Look for the word "DONKINS" in the entries below, then copy every line that has it.

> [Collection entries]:
'''
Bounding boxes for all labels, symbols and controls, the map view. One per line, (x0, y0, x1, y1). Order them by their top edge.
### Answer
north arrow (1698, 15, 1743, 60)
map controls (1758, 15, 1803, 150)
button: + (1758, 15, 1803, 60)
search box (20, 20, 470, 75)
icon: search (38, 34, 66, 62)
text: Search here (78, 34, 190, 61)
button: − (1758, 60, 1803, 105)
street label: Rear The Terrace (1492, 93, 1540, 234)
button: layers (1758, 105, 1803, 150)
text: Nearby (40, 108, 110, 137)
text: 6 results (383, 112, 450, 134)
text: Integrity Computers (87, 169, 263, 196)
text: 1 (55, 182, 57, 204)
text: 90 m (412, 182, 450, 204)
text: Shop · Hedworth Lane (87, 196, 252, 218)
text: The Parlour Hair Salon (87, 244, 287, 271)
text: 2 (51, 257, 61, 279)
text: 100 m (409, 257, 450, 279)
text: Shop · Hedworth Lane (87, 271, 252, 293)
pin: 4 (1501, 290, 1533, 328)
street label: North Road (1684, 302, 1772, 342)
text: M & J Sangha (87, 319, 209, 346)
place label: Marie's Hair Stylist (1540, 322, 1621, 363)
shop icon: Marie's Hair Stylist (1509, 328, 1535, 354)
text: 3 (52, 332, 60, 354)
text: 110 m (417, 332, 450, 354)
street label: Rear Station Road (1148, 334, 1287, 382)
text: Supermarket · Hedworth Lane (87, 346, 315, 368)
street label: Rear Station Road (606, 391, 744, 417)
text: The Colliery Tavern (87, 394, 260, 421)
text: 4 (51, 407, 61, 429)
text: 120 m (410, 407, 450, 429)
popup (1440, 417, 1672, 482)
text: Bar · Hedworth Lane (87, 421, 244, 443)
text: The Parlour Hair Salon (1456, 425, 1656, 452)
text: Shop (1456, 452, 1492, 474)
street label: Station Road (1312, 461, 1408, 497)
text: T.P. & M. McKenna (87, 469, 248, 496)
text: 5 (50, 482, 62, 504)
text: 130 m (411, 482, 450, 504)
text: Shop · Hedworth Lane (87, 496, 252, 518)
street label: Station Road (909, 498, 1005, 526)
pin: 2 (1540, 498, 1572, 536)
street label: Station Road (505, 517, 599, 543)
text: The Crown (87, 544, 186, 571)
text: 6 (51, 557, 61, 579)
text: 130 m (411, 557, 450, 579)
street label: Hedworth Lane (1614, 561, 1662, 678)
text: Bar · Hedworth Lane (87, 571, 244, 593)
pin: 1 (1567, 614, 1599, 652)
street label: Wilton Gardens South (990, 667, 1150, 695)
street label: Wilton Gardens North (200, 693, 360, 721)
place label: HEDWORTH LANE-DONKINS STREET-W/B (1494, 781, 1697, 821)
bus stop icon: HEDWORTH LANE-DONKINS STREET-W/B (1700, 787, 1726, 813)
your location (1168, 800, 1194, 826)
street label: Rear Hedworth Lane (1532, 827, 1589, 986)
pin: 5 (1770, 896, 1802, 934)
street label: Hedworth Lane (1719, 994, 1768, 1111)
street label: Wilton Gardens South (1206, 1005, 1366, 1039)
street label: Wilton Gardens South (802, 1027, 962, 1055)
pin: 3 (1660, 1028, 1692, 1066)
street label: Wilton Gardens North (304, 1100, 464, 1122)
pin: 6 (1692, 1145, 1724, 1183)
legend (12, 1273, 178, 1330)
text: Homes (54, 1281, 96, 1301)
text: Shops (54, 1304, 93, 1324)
'''
> [Output of the task]:
place label: HEDWORTH LANE-DONKINS STREET-W/B (1494, 781, 1697, 821)
bus stop icon: HEDWORTH LANE-DONKINS STREET-W/B (1700, 787, 1726, 813)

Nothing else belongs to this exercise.